На каменной скамье, нагретой солнцем, расположились двое. Один из них – аббат-настоятель, сухощавый, пожилой мужчина, с лицом, несущим на себе отпечаток смирения. Второй не принадлежал монашескому ордену и был еще довольно молод. Но это впечатление сразу терялось, как только собеседник встречался с ним взглядом. Глаза выдавали в молодом человеке его истинный возраст.
– Мы не требуем от своих монахов радикального аскетизма и постоянного сражения с собственной плотью. Наш устав выдержан в духе умеренности и предназначается скорее для тех, кто лишь только ступил на путь воздержания. Братья должны беспрекословно подчиняться настоятелю и не покидать стен монастыря, – звучал тихий голос аббата. Гость согласно кивал. На его лице блуждала странная улыбка.
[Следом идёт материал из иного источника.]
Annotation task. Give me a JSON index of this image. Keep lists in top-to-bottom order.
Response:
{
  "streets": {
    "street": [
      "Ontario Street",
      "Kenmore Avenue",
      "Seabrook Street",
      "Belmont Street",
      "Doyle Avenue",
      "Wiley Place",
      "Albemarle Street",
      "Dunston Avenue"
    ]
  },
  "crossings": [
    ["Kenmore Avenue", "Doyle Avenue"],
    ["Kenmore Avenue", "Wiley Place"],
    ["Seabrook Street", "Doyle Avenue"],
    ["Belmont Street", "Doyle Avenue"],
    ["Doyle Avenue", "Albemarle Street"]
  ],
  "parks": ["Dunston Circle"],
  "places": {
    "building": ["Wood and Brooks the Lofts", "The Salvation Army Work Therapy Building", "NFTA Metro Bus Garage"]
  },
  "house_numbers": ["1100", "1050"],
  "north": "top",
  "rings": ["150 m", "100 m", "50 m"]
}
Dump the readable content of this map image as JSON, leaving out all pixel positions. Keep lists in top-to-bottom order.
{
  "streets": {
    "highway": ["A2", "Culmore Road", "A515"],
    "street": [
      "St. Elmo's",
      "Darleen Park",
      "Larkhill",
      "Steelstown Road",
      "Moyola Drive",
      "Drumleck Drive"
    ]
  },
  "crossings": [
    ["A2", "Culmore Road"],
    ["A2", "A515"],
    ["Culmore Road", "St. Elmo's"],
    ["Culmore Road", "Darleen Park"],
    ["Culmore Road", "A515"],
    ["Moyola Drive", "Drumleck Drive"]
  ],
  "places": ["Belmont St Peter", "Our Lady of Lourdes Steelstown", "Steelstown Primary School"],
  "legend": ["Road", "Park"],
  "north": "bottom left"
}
Их беседу прервал появившийся во дворике монах-госпиталий и мужчины прекратили беседу.
– Он проснулся и ждет вас, – слегка поклонившись, сообщил монах, обращаясь к гостю. Тот сразу встал со скамьи и чуть одернул удлиненную куртку черного бархата. Его рука задержалась на поясе, где должны висеть ножны. Он на секунду напрягся, потом, словно что-то вспомнив, расслабился. Заходить в обитель с оружием, было строжайше запрещено.
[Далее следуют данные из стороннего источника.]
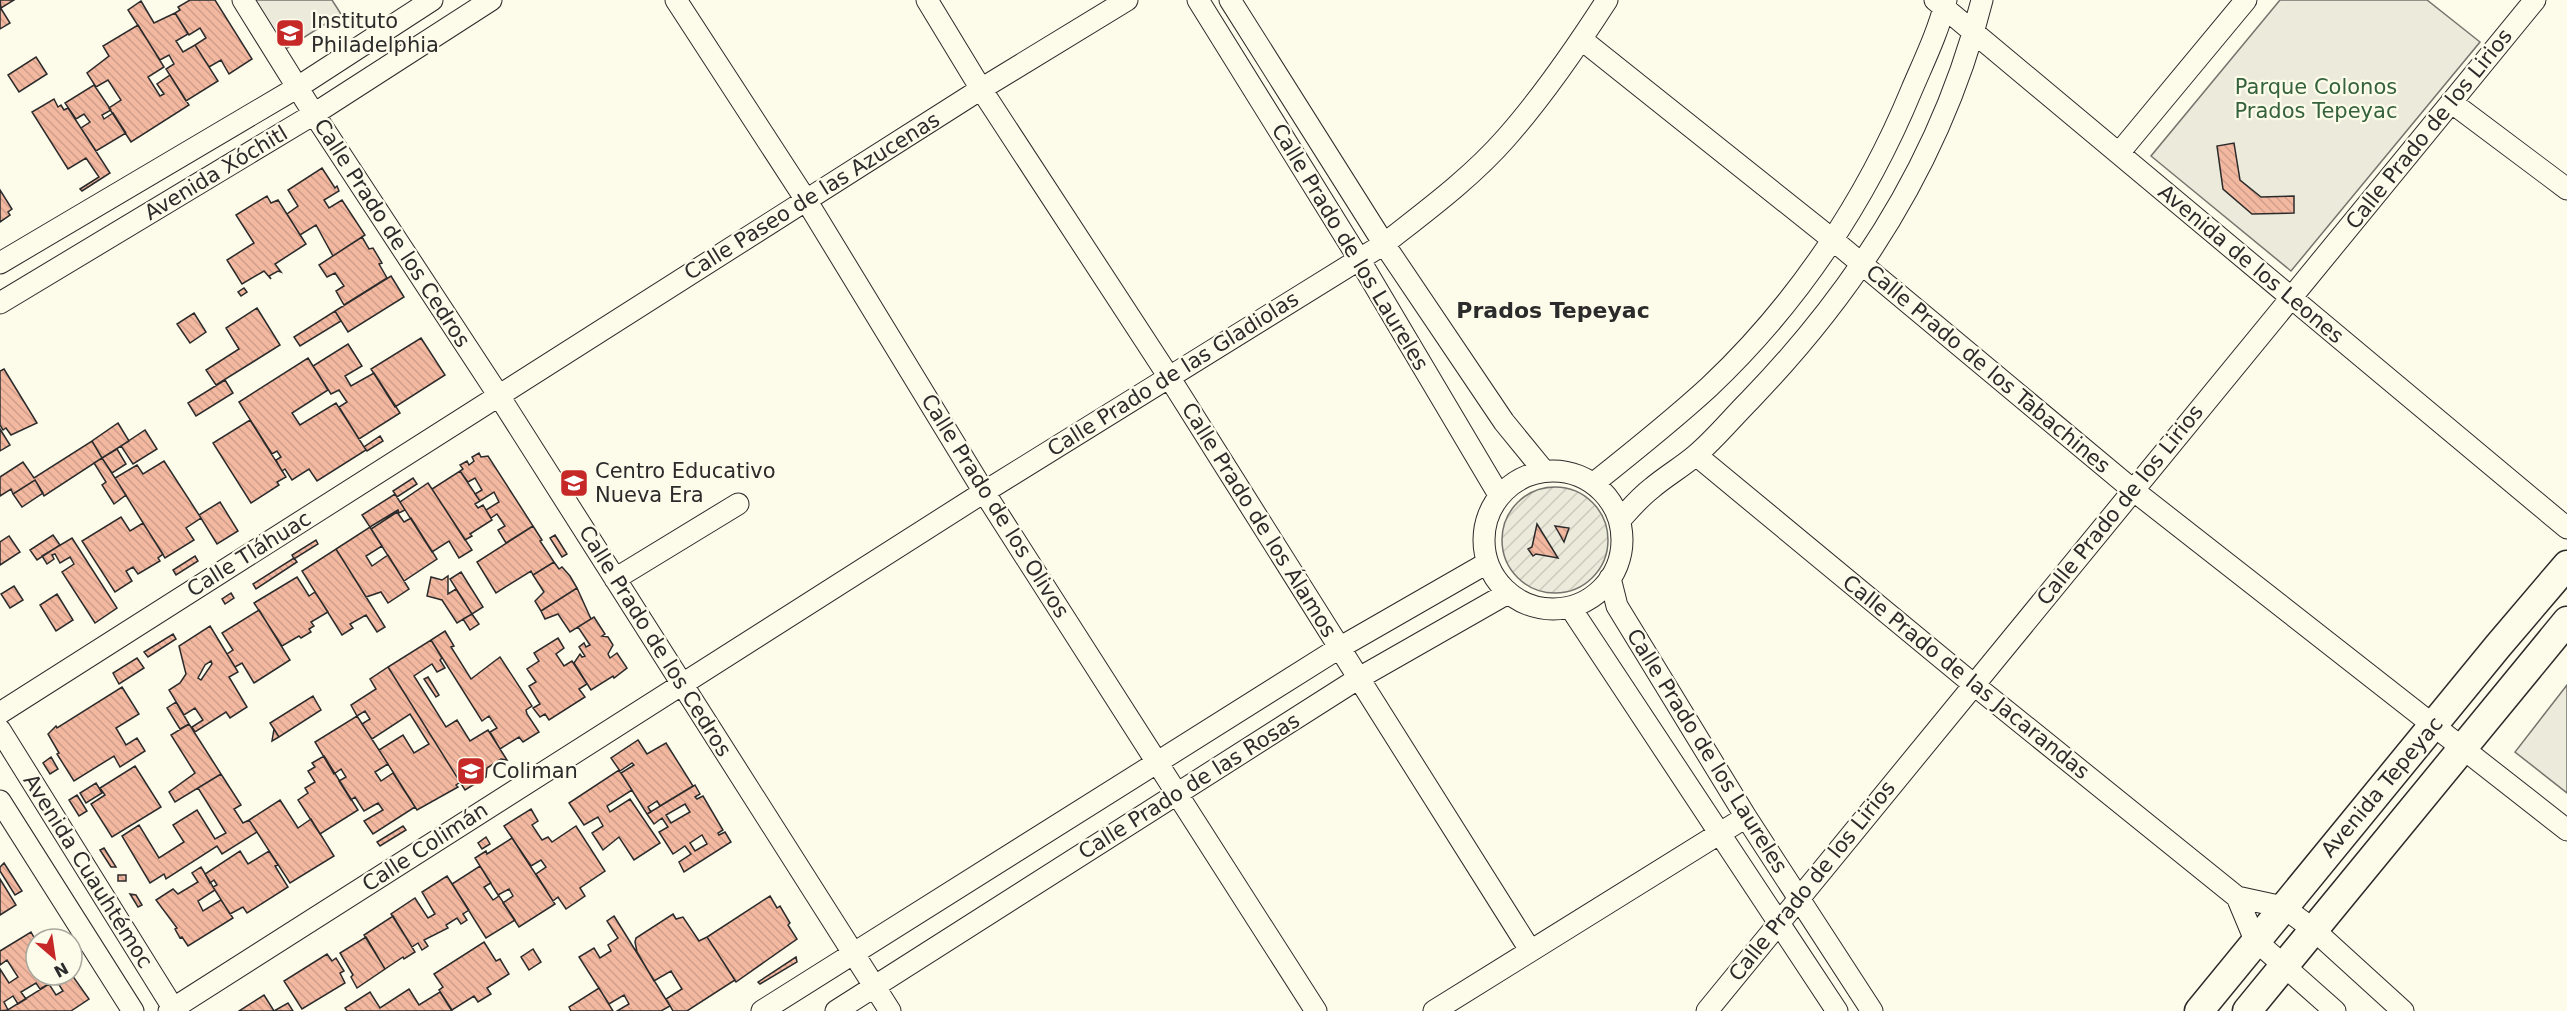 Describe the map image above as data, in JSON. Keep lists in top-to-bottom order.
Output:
{
  "streets": {
    "street": [
      "Calle Prado de los Lirios",
      "Avenida Xóchitl",
      "Calle Paseo de las Azucenas",
      "Calle Prado de los Cedros",
      "Calle Prado de los Laureles",
      "Avenida de los Leones",
      "Calle Prado de los Tabachines",
      "Calle Prado de las Gladiolas",
      "Calle Prado de los Olivos",
      "Calle Prado de los Álamos",
      "Calle Tláhuac",
      "Calle Prado de las Jacarandas",
      "Calle Prado de las Rosas",
      "Avenida Tepeyac",
      "Calle Colimán",
      "Avenida Cuauhtémoc"
    ]
  },
  "crossings": [
    ["Calle Prado de los Lirios", "Calle Prado de los Laureles"],
    ["Calle Prado de los Lirios", "Avenida de los Leones"],
    ["Calle Prado de los Lirios", "Calle Prado de los Tabachines"],
    ["Calle Prado de los Lirios", "Calle Prado de las Jacarandas"],
    ["Avenida Xóchitl", "Calle Prado de los Cedros"],
    ["Calle Paseo de las Azucenas", "Calle Prado de los Cedros"],
    ["Calle Paseo de las Azucenas", "Calle Prado de los Olivos"],
    ["Calle Paseo de las Azucenas", "Calle Prado de los Álamos"],
    ["Calle Paseo de las Azucenas", "Calle Tláhuac"],
    ["Calle Prado de los Cedros", "Calle Prado de las Gladiolas"],
    ["Calle Prado de los Cedros", "Calle Tláhuac"],
    ["Calle Prado de los Cedros", "Calle Prado de las Rosas"],
    ["Calle Prado de los Cedros", "Calle Colimán"],
    ["Calle Prado de los Laureles", "Calle Prado de las Gladiolas"],
    ["Calle Prado de los Laureles", "Calle Prado de las Rosas"],
    ["Calle Prado de los Tabachines", "Calle Prado de las Gladiolas"],
    ["Calle Prado de los Tabachines", "Avenida Tepeyac"],
    ["Calle Prado de las Gladiolas", "Calle Prado de los Olivos"],
    ["Calle Prado de las Gladiolas", "Calle Prado de los Álamos"],
    ["Calle Prado de las Gladiolas", "Calle Colimán"],
    ["Calle Prado de los Olivos", "Calle Prado de las Rosas"],
    ["Calle Prado de los Álamos", "Calle Prado de las Rosas"],
    ["Calle Prado de las Jacarandas", "Avenida Tepeyac"],
    ["Calle Colimán", "Avenida Cuauhtémoc"]
  ],
  "districts": ["Prados Tepeyac"],
  "parks": ["Parque Colonos Prados Tepeyac"],
  "places": {
    "school or university": ["Instituto Philadelphia", "Centro Educativo Nueva Era", "Coliman"]
  },
  "north": "bottom right"
}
– Идите сын мой, – аббат поднялся следом. – Брат проводит вас, – настоятель обители вновь заглянул в глаза гостя, безуспешно пытаясь разгадать тайну, скрывавшуюся в глубине черных зрачков.
Келья была небольшой. Крохотное окошко под самым потолком давало достаточно света, чтобы увидеть убранство комнаты, состоящее лишь из деревянного ложа, табурета и большого распятия, висящего у изголовья.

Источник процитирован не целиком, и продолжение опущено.